- **INSTRUCTIONS FOR THE TASK**: Find the string "nowrap" in the records. Copy every line it appears in.

- **Data items**:
- - - -
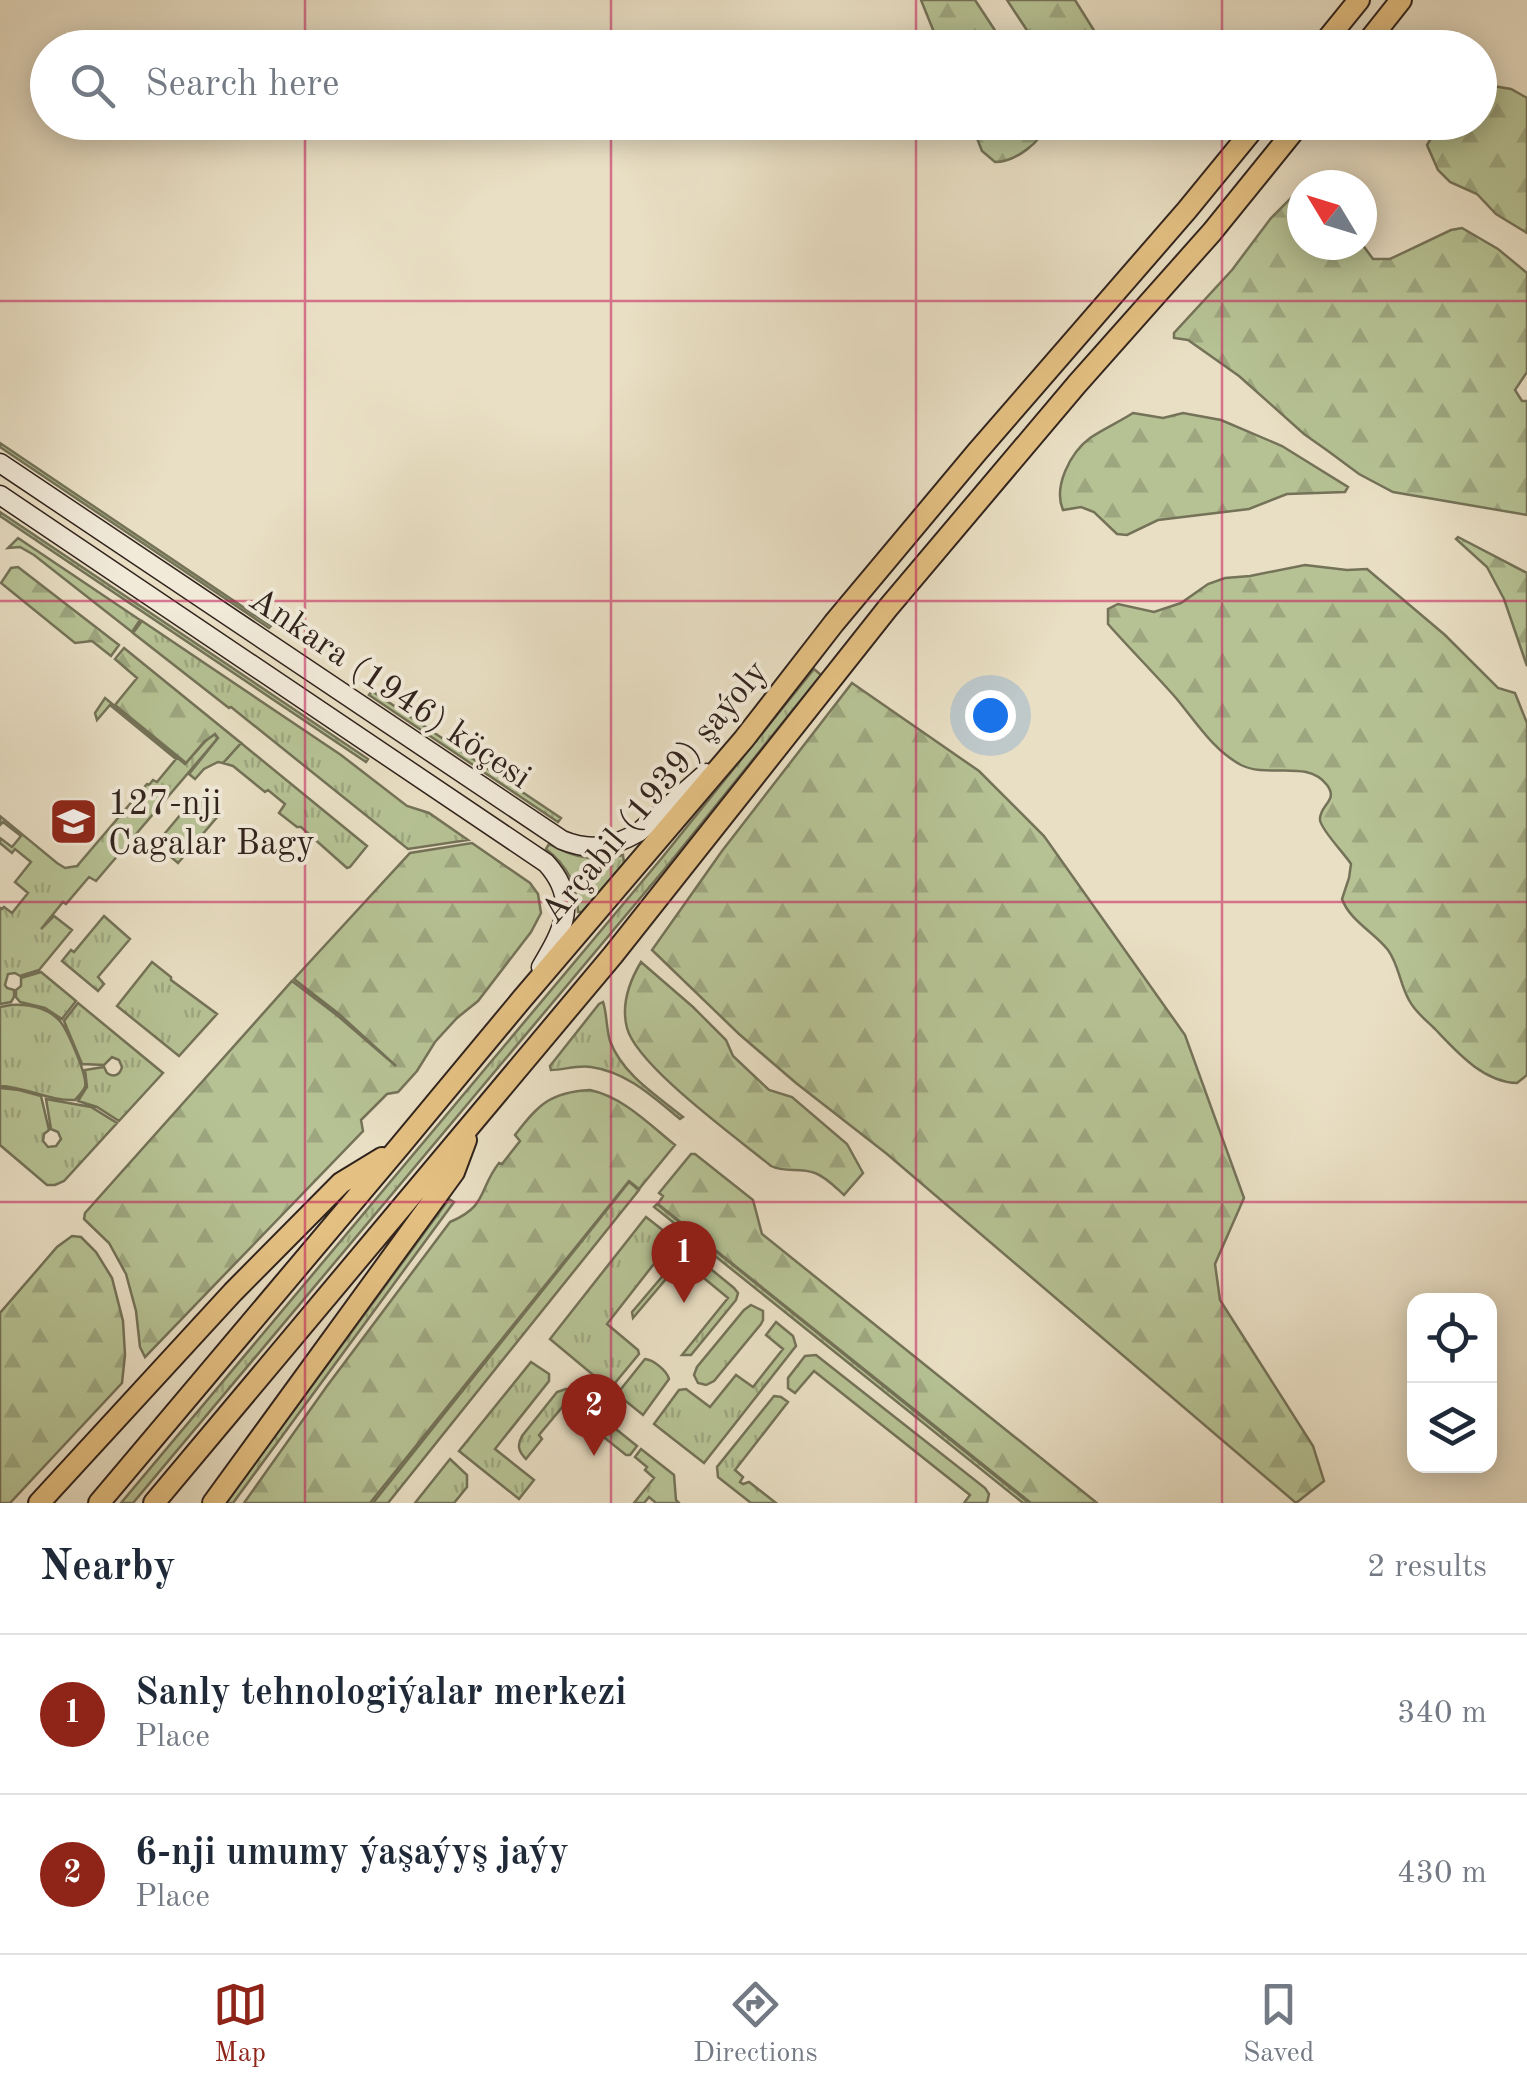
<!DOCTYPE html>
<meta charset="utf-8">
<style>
body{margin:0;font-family:"Old Standard TT",serif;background:#f2f2f3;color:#1f2937}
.controls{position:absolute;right:30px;bottom:30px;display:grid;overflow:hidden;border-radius:20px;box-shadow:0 5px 25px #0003}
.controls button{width:90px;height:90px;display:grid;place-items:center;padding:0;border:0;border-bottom:2px solid #e0e1e3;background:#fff;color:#1f2937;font:50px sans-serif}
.compass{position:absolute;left:1287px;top:170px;width:90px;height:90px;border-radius:50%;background:#fff;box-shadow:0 5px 25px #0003;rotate:308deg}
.you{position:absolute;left:990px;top:715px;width:35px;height:35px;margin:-25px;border:8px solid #fff;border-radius:50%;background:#1a73e8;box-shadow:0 0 0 15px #1a73e833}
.badge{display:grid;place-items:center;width:65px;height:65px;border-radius:50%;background:#8f2418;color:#fff;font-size:32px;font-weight:700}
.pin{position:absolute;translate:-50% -82px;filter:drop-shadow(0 2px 5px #0008)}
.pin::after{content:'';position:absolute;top:52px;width:35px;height:30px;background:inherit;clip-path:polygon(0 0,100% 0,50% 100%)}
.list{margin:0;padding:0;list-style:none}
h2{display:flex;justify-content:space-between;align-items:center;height:130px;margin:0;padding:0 40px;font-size:42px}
h2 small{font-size:32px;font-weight:400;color:#747a83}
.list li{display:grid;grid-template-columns:65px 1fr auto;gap:30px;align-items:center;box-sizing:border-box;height:160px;padding:0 40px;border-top:2px solid #e0e1e3}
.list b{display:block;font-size:38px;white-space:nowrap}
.list p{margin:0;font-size:32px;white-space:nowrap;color:#747a83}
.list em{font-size:32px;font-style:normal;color:#747a83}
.icon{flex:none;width:55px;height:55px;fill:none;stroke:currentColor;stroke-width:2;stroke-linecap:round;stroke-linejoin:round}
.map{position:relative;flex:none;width:1527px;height:1503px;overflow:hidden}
.search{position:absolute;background:#fff;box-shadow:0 5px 25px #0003;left:30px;right:30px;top:30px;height:110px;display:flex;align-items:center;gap:25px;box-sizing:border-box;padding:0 35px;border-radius:55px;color:#747a83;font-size:38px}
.sheet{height:450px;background:#fff}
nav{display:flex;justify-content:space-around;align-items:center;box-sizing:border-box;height:140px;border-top:2px solid #e0e1e3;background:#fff;font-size:28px;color:#747a83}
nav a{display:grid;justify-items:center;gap:5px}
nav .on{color:#8f2418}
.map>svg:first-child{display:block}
</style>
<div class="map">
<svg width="1527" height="1503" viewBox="0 0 1527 1503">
<defs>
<pattern id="grass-tufts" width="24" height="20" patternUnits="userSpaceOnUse" patternTransform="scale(2.5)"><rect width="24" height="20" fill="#b6c294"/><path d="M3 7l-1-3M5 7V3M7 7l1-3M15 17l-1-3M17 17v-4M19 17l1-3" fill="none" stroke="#9da67f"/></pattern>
<pattern id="forest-firs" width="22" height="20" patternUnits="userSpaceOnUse" patternTransform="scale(2.5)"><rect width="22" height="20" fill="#b6c294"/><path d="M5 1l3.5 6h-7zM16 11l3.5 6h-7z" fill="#9da67f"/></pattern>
</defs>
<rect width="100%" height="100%" fill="#e9dfc4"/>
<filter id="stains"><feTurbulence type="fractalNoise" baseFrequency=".002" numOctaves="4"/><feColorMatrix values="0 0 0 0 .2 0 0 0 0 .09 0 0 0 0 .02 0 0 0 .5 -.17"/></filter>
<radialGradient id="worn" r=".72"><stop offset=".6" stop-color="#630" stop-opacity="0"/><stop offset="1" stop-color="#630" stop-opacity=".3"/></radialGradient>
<path fill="url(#grass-tufts)" stroke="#747258" stroke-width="2.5" d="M0 443 271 626 269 628 0 447Z
M0 512 368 759 366 762 0 516Z
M18 538 140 620 132 632 34 555 20 547 8 548Z
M142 621 341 755 407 806 429 813 468 840 408 849 231 707 229 708 133 633Z
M814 669 821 675 668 865 133 1503H121L661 859Z
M372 691 561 818 558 822 369 695Z
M105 698 185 764 210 736 214 733 218 738 96 881 89 877 66 904 63 902 41 929 54 916 72 930 39 970 20 976 15 973 8 974 5 985 7 988 14 990V997L11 1002 0 1004V908L2 909 4 907 12 913 28 893 15 882 31 862 15 849 12 853 0 843V838L12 847 21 836 3 822 0 825V816L57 863 65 868 77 866 147 784 149 785 153 780 157 782 176 759 110 705 97 720 95 713Z
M241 743 367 846 350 867 347 868 301 827H297L279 813 285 804 268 790 265 792 233 766 223 763Z
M549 844C574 858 596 862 623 855L624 863 582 912H578C577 884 567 866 546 849Z
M104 916 130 939 98 977 104 984 98 991 62 961 71 950 74 952Z
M152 962 171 977V980L217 1014 179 1056 117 1006Z
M41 972 76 1001 62 1019 45 1008 20 1002 16 997V990L21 986V978Z
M603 1002C607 1013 606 1028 610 1041 623 1075 656 1095 683 1117L680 1119C653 1097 627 1072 591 1067 577 1065 563 1070 551 1070L550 1066 599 1004Z
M78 1003 163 1073 119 1121 97 1107 78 1101 87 1087 85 1070 104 1067 107 1073C114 1078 120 1075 122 1067L119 1060 112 1057 104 1065 82 1064 64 1021Z
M11 1005C27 1004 45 1007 58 1019 66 1026 88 1076 85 1087 84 1090 77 1098 75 1100 49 1101 26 1087 0 1086V1007Z
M0 1088 19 1090 41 1096 49 1130 44 1134 43 1141 48 1147 56 1146 61 1139 58 1132 51 1129 46 1099 91 1107 117 1123 64 1181 55 1185H47L0 1145Z
M629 1182 639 1190 388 1503H373Z
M449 1199 454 1202 233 1503H226Z
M657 1204 1029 1503H1023L654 1207Z
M646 1217 669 1235 671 1242 607 1324 638 1350 639 1354 610 1389 550 1339Z
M683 1252H690L734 1288 738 1293 736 1300 691 1355H682L728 1298 682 1260 633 1318 632 1312Z
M751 1305 763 1311V1320L761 1324 714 1381 706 1385 698 1383 694 1375 697 1367 744 1310Z
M776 1322 793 1336 796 1346 704 1463 654 1424 679 1390 686 1389 710 1407 736 1375 753 1387 783 1349 766 1335Z
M816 1355 985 1488 989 1494 987 1503H964L970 1495 814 1371 795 1393 788 1388V1378L805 1356Z
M645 1359C654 1360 667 1371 669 1379L643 1415 617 1394Z
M531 1362 549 1374V1381L495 1449 534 1480 519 1499 459 1451Z
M566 1389 637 1446 630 1455H626L564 1405 539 1435 542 1439 526 1459C518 1451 517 1445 522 1436L557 1392Z
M774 1396 781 1397 788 1402 735 1470 743 1477 740 1482 743 1484 749 1482 776 1503H751L718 1477 717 1467Z
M641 1449 674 1475 676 1500 679 1503H656L649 1497 644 1503H634L654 1478 645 1470 647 1467 635 1457Z
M450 1459 467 1475V1487L454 1503H415Z"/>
<path fill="url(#forest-firs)" stroke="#747258" stroke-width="2.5" d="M921 0H975L1006 47H940Z
M1007 0H1075L1095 32 1091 47H1038Z
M1487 85 1511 89 1527 98V233L1496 214 1477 194 1450 182 1438 170 1427 145 1440 123 1480 122V88Z
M971 123H1047C1042 142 1015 162 995 162L982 151Z
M1302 187V245L1362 244 1373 259H1390L1451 230 1462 228 1498 249 1527 273V372L1515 390 1522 401H1527V515L1393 492 1359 474 1328 451 1304 434 1239 376 1188 340 1174 338V333L1232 270 1271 218Z
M1133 413 1163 418 1183 413 1221 420 1282 446 1348 487 1345 492 1287 494 1249 509 1158 520 1127 535 1117 534 1094 512 1081 507 1063 510C1053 487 1070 453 1090 438 1103 429 1119 422 1133 413Z
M1458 537 1527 573V666L1504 599 1487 567 1456 539Z
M1305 565 1347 570 1367 569 1445 635 1498 688 1515 693 1527 723V1075L1517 1083C1483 1082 1457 1052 1435 1029 1426 1020 1415 1012 1409 1000 1400 985 1399 965 1388 950 1374 932 1350 921 1342 899L1349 878 1351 864C1345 854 1321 830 1320 820 1319 805 1339 801 1327 785 1307 759 1269 779 1241 765 1213 750 1196 722 1176 698 1154 673 1130 649 1108 624V609L1118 604 1154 612 1181 603 1208 584 1225 578 1250 576Z
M18 567 119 645 111 656 92 641 75 643 1 583 11 568Z
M124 648 241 743 223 763 218 762 204 769 195 779 189 774 218 738 215 734 204 742 186 763 115 705 137 678 115 659Z
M852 683 979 771 1044 836 1185 1035 1244 1198 1215 1264 1220 1300 1313 1446 1324 1481 1296 1503 887 1154 796 1083 739 1034 652 950 722 851Z
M472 843 530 883 538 894 541 913 531 932 478 1001 457 1018 435 1042 417 1071 398 1092 387 1094 361 1120 363 1131 145 1357 140 1347 136 1311 126 1274 109 1243 84 1219 85 1213 292 981 338 1016 396 1066 339 1014 294 979 410 853Z
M641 962 693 1007 726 1040 733 1056 769 1090 792 1097 847 1144 863 1173 844 1195C835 1187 826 1177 815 1173 801 1167 785 1173 771 1166 737 1138 637 1066 627 1028 621 1005 629 982 641 962Z
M590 1090C623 1097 649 1124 675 1145L639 1189 629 1181 370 1503H244L327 1386 450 1222C488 1206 478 1190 499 1163L502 1164 520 1141 515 1135C538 1105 550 1092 590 1090Z
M691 1154H695L753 1200 762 1234 1097 1503H1031L658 1204 663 1196 659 1193Z
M72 1236 81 1237 96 1252 112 1278 123 1321 125 1355 122 1383 10 1503H0V1313L57 1247Z"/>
<path fill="#b6c294" stroke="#747258" stroke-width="2.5" d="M196 796 219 815 178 863 156 844Z"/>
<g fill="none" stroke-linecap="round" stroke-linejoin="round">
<defs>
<path id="secondary" d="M0 463 562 840C591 852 613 847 639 832L706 773
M0 495 546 863C580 900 563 930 541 967"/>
<path id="primary" d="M1320 48 1359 0
M1363 48 1401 0
M39 1503 233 1292 341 1183 382 1158
M99 1503 400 1146 522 999 744 739 834 623 977 452 1187 210 1259 122
M154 1503 613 955 887 609 1077 384 1212 232 1301 122
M213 1503 454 1172 466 1140"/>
</defs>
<use href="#secondary" stroke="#31231d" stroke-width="21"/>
<use href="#primary" stroke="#31231d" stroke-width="24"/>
<use href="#secondary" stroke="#f1ead9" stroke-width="18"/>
<use href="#primary" stroke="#e4c082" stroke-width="20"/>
</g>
<path fill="none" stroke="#c2185b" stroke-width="2.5" stroke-opacity="0.55" d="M305 0V48M611 0V48M916 0V48M1222 0V48M305 122V1503M611 122V1503M916 122V1503M1222 122V1503M0 301H1527M0 601H1527M0 902H1527M0 1202H1527"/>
<defs>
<symbol id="school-square" viewBox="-11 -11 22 22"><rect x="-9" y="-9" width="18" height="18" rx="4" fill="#8f2418" stroke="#f1ead9"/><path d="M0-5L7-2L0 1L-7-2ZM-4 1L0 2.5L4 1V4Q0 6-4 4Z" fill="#fff"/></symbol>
</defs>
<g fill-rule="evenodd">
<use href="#school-square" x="46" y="794" width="55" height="55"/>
</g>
<g text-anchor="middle" stroke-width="8" stroke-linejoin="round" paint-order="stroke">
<g font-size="35" fill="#31231d" stroke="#f1ead9">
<text transform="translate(391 687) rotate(34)" y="12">Ankara (1946) köçesi</text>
<text transform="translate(653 791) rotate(-50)" y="12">Arçabil (1939) şaýoly</text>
</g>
<g font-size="35" fill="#31231d" stroke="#f1ead9" text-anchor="start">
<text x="108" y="814">127-nji<tspan x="108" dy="40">Cagalar Bagy</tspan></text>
</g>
</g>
<rect width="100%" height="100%" filter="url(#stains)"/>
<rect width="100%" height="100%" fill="url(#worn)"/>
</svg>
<div class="controls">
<button><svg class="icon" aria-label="locate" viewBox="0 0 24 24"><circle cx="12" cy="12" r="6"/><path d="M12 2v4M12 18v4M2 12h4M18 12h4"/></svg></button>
<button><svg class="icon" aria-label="layers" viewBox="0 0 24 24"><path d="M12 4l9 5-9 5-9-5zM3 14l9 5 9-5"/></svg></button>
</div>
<svg class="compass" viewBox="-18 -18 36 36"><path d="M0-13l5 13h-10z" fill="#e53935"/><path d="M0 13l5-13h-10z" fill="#747a83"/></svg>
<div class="you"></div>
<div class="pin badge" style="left:684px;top:1303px">1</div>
<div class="pin badge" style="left:594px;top:1456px">2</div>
<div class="search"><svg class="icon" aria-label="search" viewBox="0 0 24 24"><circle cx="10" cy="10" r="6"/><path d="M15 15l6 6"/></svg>Search here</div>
</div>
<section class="sheet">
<h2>Nearby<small>2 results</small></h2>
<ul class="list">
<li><span class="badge">1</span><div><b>Sanly tehnologiýalar merkezi</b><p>Place</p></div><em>340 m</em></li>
<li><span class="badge">2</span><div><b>6-nji umumy ýaşaýyş jaýy</b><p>Place</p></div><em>430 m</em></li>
</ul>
</section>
<nav>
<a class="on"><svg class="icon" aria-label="map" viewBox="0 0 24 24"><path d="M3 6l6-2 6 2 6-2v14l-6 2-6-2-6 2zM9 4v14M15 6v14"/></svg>Map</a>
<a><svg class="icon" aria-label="directions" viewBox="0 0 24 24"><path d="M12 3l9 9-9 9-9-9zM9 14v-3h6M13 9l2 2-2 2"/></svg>Directions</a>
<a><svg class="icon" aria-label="saved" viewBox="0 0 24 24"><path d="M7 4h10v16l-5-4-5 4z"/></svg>Saved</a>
</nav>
- - - -
- **RESPONSE AREA**:
.list b{display:block;font-size:38px;white-space:nowrap}
.list p{margin:0;font-size:32px;white-space:nowrap;color:#747a83}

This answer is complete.